Throughout the state during our vulture survey, whenever we have interacted with the local people about the sighting of any vultures in their areas, majority of them have a common answer ‘Yes, we did but many years ago’.
Unfortunately this answer itself carries many questions to the bird researchers. For many, vultures are considered as outcast and dirty birds due to their scavenging nature and habitat selection but there is something deep when it comes to ecological context.
Vultures are large bird feeding on dead carcasses and technically on the top of any plant-animal food chain. Any dead body, if not properly disposed has a high potential for causing epidemic diseases in any locality both in animals and human being.

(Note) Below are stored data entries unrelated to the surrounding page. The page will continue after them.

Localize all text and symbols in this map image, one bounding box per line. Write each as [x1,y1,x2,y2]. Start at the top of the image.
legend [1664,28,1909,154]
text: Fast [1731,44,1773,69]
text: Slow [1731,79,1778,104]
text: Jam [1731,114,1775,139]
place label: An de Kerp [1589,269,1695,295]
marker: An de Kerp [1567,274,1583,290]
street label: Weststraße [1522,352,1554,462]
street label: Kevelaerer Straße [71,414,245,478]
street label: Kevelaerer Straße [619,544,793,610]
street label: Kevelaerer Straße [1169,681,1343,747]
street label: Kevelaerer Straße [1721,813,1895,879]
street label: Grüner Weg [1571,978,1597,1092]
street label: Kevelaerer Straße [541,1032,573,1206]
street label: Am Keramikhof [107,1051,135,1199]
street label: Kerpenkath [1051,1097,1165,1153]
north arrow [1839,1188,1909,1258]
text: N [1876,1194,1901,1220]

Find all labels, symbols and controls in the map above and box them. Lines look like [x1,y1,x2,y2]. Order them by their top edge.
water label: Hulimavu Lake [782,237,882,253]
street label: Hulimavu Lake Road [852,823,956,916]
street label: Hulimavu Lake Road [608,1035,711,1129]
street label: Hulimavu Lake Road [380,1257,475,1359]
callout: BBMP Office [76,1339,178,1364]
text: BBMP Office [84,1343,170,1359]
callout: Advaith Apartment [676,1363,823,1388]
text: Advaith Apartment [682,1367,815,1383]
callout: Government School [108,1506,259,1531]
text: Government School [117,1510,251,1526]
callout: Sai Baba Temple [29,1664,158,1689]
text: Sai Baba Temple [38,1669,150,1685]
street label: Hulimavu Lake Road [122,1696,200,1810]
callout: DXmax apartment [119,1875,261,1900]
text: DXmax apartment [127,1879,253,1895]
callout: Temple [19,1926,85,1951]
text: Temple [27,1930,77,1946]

As one of the greatest Indian ornithologist Dr. Salim Ali stated that ‘Vultures are God’s own incineration, which cannot be replaced even by most sophisticated ones which man may invent’, they play a very crucial role in cleaning the remaining dead corpse of animals surpassing other wild animals and birds.
Our state is fortunately home to several vulture species including Critically Endangered (CR) vultures like Long-billed vulture, Slender-billed vulture and White-rumped vulture in Daying Memorial Wildlife Sanctuary (DEMWS), Pasighat whose population are at verge of extinction if not monitored properly. Near Threatened (NT) vulture species like Himalayan Griffon and Bearded vulture are also roosting in Arunachal Pradesh. With special mention Himalayan Griffon can also be observed in Ex-situ conservation condition in Biological park of Itanagar and Roing respectively.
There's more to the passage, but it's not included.